To comprehend what is being said here it is necessary to understand the kabbalistic explanation of the Ten Political Martyrs. Following is a brief summary of what was taught in Sections 5 - 6.
The Ten Political Martyrs are called, literally, the Ten Martyrs of malchut. Their souls ascended to malchut of Atzilut, which is called the Shechina. Because of their ascent it became possible, even in these later generations when spiritual power is severely diminished, to complete the rectification of the sparks that are supposed to be raised from the kelipot to the malchut of Atzilut.
Historically, the time of the Ten Political Martyrs was the time of the destruction of the Second Temple. The rule of the Romans over the Land of Israel and the Jewish People was at its height.
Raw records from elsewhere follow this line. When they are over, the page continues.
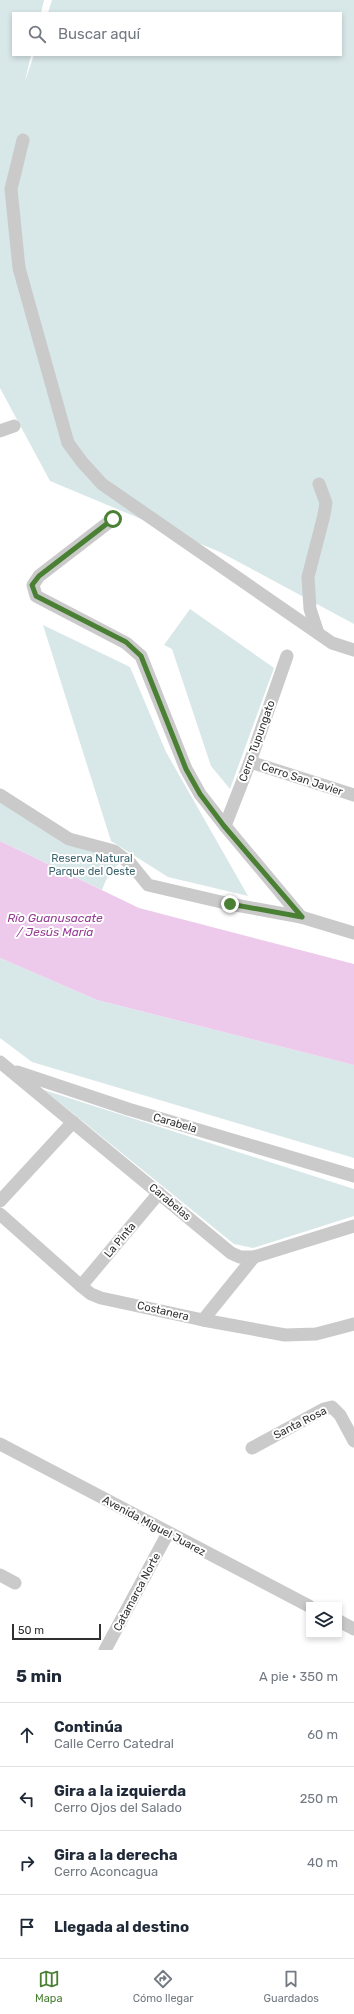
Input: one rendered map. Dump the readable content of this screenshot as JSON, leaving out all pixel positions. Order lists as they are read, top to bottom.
{
  "streets": {
    "street": [
      "Cerro Tupungato",
      "Cerro San Javier",
      "Carabela",
      "Carabelas",
      "La Pinta",
      "Costanera",
      "Santa Rosa",
      "Avenida Miguel Juarez",
      "Catamarca Norte"
    ]
  },
  "crossings": [
    ["Cerro Tupungato", "Cerro San Javier"],
    ["Carabela", "Carabelas"],
    ["Carabelas", "La Pinta"],
    ["La Pinta", "Costanera"],
    ["Avenida Miguel Juarez", "Catamarca Norte"]
  ],
  "water": ["Río Guanusacate / Jesús María"],
  "parks": ["Reserva Natural Parque del Oeste"],
  "scale_bar": "50 m",
  "page": {
    "search": "Buscar aquí",
    "scale": "50 m",
    "heading": ["5 min", "A pie · 350 m"],
    "list": [
      ["Continúa", "Calle Cerro Catedral", "60 m"],
      ["Gira a la izquierda", "Cerro Ojos del Salado", "250 m"],
      ["Gira a la derecha", "Cerro Aconcagua", "40 m"],
      "Llegada al destino"
    ],
    "nav": ["Mapa", "Cómo llegar", "Guardados"]
  }
}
The oppression was great, violence was ubiquitous, and sin was extremely prevalent. At that time the Romans grabbed ten leaders of Israel and condemned them to death, hoping in this way to forever eliminate Israel as an independent identity, G-d forbid. The Ten Martyrs were cruelly tortured and murdered. Their martyrdom is commemorated during the prayers of Yom Kippur, and it is praiseworthy to weep over them at that time. Now, the words of the Ari (Etz Chaim 39:1, p.2:132b) will continue the description of those times from the kabbalistic point of view.
The time of the Ten Political Martyrs was the time of the destruction of the Second Temple. At that time sin was so prevalent that people did not have the power to purify the sparks through prayer and to raise them up in the secret of ma'n.
Whenever the sparks are rectified through our Torah, mitzvot and prayer, they ascend to the malchut of Atzilut, where they are refurbished into rectified partzufim that emanate blessing and knowledge until our world is penetrated by those good things. The beginning of this process is called the raising up of mayin nukvin [female waters, abbreviated as ma'n], and it has already been discussed somewhat in Chapter Three, Section 8.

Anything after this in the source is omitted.